Piqued to find himself leading(sic) another minority government, he went all Joe Clark on us and governed(sic) like he had a majority. In the meantime, the World Economic Meltdown caught up with Canada and Harpo found he’d left no cushion between his government’s reckless pilfering of the Liberal surplus and a looming bus ride to deficit city. So he did the only thing a prime minister with a slim grasp of reality could do: he threatened to cut public financing to political parties in a pointless effort to appear fiscally conservative.

And that brings us to the present, which is not a pretty place to be.

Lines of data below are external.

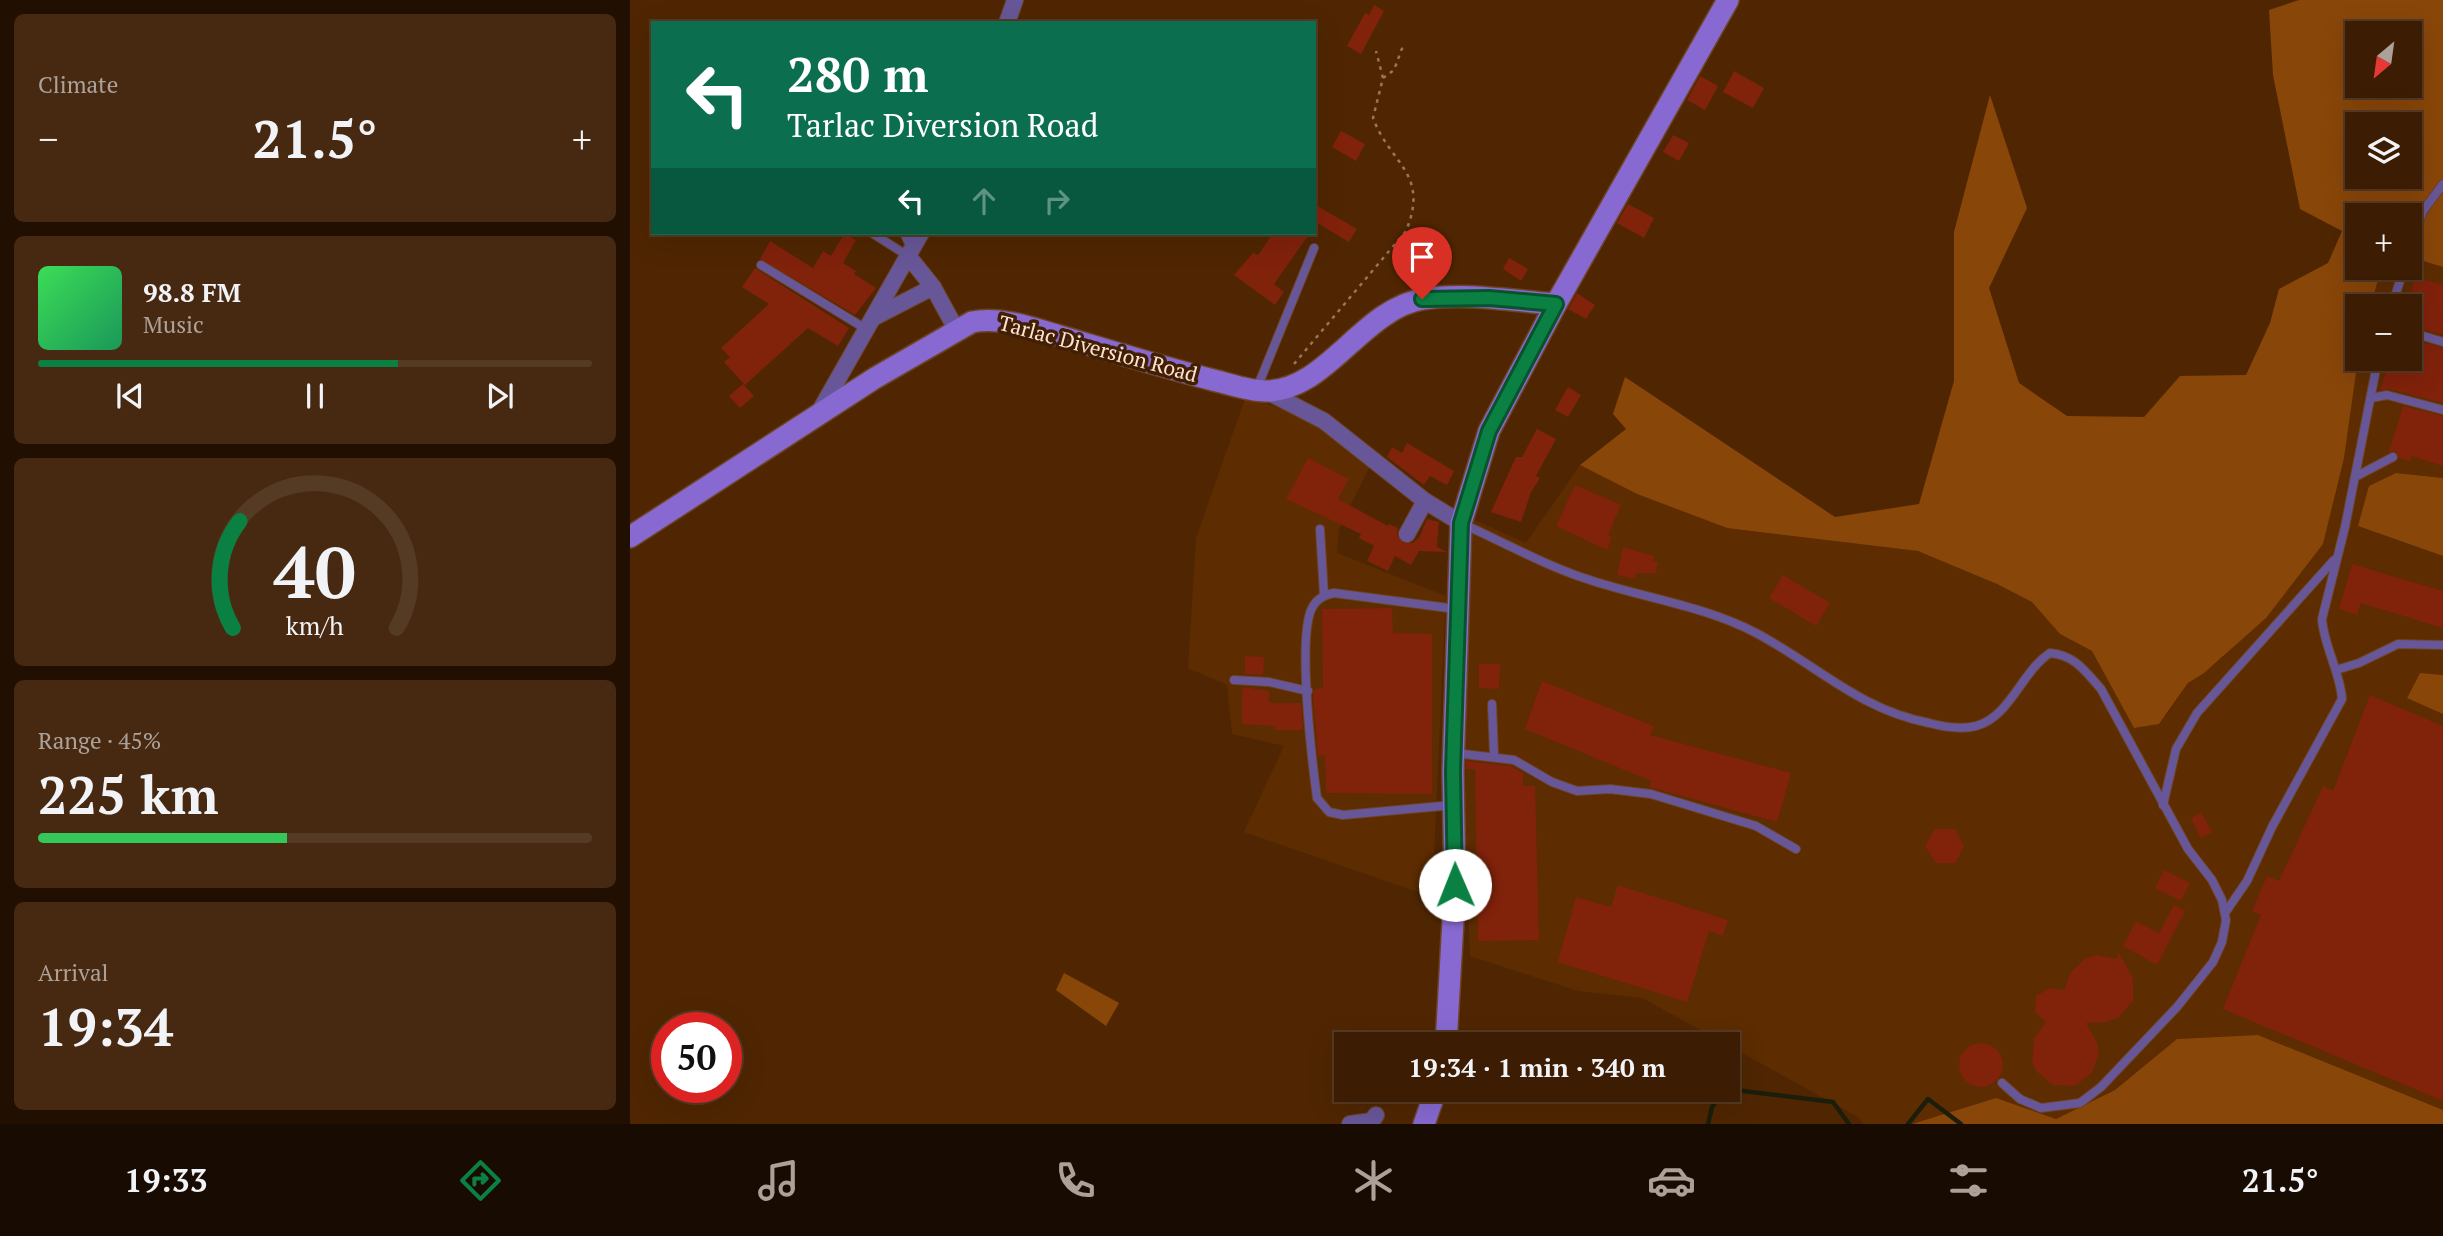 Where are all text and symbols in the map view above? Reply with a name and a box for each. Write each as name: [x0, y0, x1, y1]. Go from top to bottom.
north arrow: [2345, 21, 2422, 98]
map controls: [2345, 21, 2422, 371]
text: 280 m: [787, 41, 929, 106]
icon: left: [672, 49, 763, 140]
text: Climate: [38, 69, 118, 100]
text: 21.5°: [252, 104, 378, 173]
text: Tarlac Diversion Road: [787, 104, 1098, 146]
button: layers: [2345, 112, 2422, 189]
text: −: [38, 114, 58, 164]
text: +: [572, 114, 592, 164]
icon: left: [892, 182, 930, 220]
icon: ahead: [965, 182, 1003, 220]
icon: right: [1038, 182, 1076, 220]
button: +: [2345, 203, 2422, 280]
pin: [1392, 227, 1452, 299]
icon: arrive: [1403, 238, 1441, 276]
text: 98.8 FM: [143, 275, 241, 309]
button: −: [2345, 294, 2422, 371]
street label: Tarlac Diversion Road: [996, 308, 1201, 388]
text: Music: [143, 309, 204, 340]
icon: previous: [111, 377, 149, 415]
icon: pause: [296, 377, 334, 415]
icon: next: [481, 377, 519, 415]
text: 40: [274, 522, 356, 619]
text: km/h: [286, 609, 344, 642]
text: Range · 45%: [38, 725, 161, 756]
text: 225 km: [38, 760, 219, 829]
position arrow: [1418, 848, 1492, 922]
text: Arrival: [38, 957, 109, 988]
text: 19:34: [38, 992, 173, 1061]
speed limit sign: 50: [651, 1012, 742, 1103]
text: 19:34 · 1 min · 340 m: [1408, 1050, 1666, 1084]
icon: directions: [456, 1156, 505, 1205]
icon: music: [754, 1156, 803, 1205]
icon: phone: [1051, 1156, 1100, 1205]
icon: climate: [1349, 1156, 1398, 1205]
icon: car: [1647, 1156, 1696, 1205]
icon: filters: [1944, 1156, 1993, 1205]
text: 19:33: [124, 1159, 208, 1201]
text: 21.5°: [2242, 1159, 2319, 1201]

Stephanie Dion — lamest duck leader of the Liberals — Diamond Jack Layton and Captain Quebec formed an unholy alliance to replace Harpo and the Conservatives and form a coalition government. A coalition government is a gentlemen’s agreement, between people who’d rather cut each other’s throats, to run things as though they actually agreed on something. There are any number of coalition governments at work around the world. Italy and Israel come immediately to mind if that gives you any indication of how stable a government we’re talking about here.

And now, in a plot twist worthy of Bollywood, it all comes down to the decision of an unelected relic of a form of government — monarchy — that should have been booted out of Canada generations ago. Miki Jean, the Governor-General, the British Queen’s representative in colonial Canada, gets to decide whether Harpo can prorogue — suspend — Parliament, hoping everyone loses interest in the tryptophan-induced hangover of Christmas, or let the Coalition of the Witless take over. It pretty much comes down to a choice between Harpo and the Three Stooges.

You know things are getting interesting when Canada’s national newspaper, long a small “c” conservative institution, calls for Little Stevie to resign. Trouble is, there’s no one to replace him, though I’m sure Stockboy Day would love another ride on the Sea-Doo.

This would all be very amusing to watch if there wasn’t anything pressing for the government to do. But there is this pesky world economic collapse to deal with.

On the other hand, is this — or any other option — the government we want, let alone the government we deserve, dealing with it?

Quick Watson, the needle.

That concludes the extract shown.